EXERCISE MATERIAL >>
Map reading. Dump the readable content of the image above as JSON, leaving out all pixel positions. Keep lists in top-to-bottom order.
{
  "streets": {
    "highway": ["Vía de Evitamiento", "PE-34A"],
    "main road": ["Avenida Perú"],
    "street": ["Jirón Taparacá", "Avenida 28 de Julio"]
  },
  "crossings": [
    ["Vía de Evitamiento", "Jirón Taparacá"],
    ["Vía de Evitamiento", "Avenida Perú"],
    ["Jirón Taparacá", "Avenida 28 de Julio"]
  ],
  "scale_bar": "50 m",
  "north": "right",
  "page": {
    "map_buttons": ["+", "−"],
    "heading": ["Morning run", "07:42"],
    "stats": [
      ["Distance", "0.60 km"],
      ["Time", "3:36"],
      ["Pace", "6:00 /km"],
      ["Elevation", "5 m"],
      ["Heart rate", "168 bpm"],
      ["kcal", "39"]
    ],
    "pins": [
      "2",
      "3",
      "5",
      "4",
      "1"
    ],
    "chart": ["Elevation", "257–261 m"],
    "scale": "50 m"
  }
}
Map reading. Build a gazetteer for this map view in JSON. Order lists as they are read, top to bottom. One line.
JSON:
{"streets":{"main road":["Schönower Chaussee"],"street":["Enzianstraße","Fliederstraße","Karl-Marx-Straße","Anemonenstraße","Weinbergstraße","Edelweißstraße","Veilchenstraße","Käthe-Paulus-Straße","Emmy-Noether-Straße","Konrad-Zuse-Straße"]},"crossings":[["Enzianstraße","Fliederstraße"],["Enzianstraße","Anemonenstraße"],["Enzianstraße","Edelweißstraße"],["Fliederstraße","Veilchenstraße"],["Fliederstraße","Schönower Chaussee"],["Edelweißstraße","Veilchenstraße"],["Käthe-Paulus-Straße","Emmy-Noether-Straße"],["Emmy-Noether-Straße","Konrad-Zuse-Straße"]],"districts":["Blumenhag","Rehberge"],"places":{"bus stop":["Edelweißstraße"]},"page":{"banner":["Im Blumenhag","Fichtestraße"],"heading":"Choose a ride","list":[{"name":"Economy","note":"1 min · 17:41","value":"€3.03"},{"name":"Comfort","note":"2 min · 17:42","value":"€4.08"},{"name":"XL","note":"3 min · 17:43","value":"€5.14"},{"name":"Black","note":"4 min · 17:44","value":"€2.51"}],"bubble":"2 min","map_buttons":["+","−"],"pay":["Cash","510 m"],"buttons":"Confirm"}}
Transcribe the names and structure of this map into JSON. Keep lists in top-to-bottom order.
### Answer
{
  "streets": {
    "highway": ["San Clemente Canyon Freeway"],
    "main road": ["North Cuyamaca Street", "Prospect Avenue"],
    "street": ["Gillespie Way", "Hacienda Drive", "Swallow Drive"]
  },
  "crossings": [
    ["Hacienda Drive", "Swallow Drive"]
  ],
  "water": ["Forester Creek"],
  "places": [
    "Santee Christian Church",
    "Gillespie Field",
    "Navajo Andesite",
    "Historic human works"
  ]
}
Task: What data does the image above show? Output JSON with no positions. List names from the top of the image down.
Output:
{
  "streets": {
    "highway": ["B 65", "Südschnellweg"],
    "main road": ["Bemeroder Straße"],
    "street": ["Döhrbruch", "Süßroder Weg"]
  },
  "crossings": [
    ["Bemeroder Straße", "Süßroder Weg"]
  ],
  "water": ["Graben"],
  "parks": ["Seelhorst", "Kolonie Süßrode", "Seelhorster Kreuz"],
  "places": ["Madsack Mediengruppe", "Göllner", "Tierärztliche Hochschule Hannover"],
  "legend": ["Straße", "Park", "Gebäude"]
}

WHAT THIS TASK INVOLVES >> Stop at the line containing "Transcribe the names". Please print exactly every line before it from the start of the records, plus that line itself, and nothing else.

FINISHED TASK >>
Map reading. Dump the readable content of the image above as JSON, leaving out all pixel positions. Keep lists in top-to-bottom order.
{
  "streets": {
    "highway": ["Vía de Evitamiento", "PE-34A"],
    "main road": ["Avenida Perú"],
    "street": ["Jirón Taparacá", "Avenida 28 de Julio"]
  },
  "crossings": [
    ["Vía de Evitamiento", "Jirón Taparacá"],
    ["Vía de Evitamiento", "Avenida Perú"],
    ["Jirón Taparacá", "Avenida 28 de Julio"]
  ],
  "scale_bar": "50 m",
  "north": "right",
  "page": {
    "map_buttons": ["+", "−"],
    "heading": ["Morning run", "07:42"],
    "stats": [
      ["Distance", "0.60 km"],
      ["Time", "3:36"],
      ["Pace", "6:00 /km"],
      ["Elevation", "5 m"],
      ["Heart rate", "168 bpm"],
      ["kcal", "39"]
    ],
    "pins": [
      "2",
      "3",
      "5",
      "4",
      "1"
    ],
    "chart": ["Elevation", "257–261 m"],
    "scale": "50 m"
  }
}
Map reading. Build a gazetteer for this map view in JSON. Order lists as they are read, top to bottom. One line.
JSON:
{"streets":{"main road":["Schönower Chaussee"],"street":["Enzianstraße","Fliederstraße","Karl-Marx-Straße","Anemonenstraße","Weinbergstraße","Edelweißstraße","Veilchenstraße","Käthe-Paulus-Straße","Emmy-Noether-Straße","Konrad-Zuse-Straße"]},"crossings":[["Enzianstraße","Fliederstraße"],["Enzianstraße","Anemonenstraße"],["Enzianstraße","Edelweißstraße"],["Fliederstraße","Veilchenstraße"],["Fliederstraße","Schönower Chaussee"],["Edelweißstraße","Veilchenstraße"],["Käthe-Paulus-Straße","Emmy-Noether-Straße"],["Emmy-Noether-Straße","Konrad-Zuse-Straße"]],"districts":["Blumenhag","Rehberge"],"places":{"bus stop":["Edelweißstraße"]},"page":{"banner":["Im Blumenhag","Fichtestraße"],"heading":"Choose a ride","list":[{"name":"Economy","note":"1 min · 17:41","value":"€3.03"},{"name":"Comfort","note":"2 min · 17:42","value":"€4.08"},{"name":"XL","note":"3 min · 17:43","value":"€5.14"},{"name":"Black","note":"4 min · 17:44","value":"€2.51"}],"bubble":"2 min","map_buttons":["+","−"],"pay":["Cash","510 m"],"buttons":"Confirm"}}
Transcribe the names and structure of this map into JSON. Keep lists in top-to-bottom order.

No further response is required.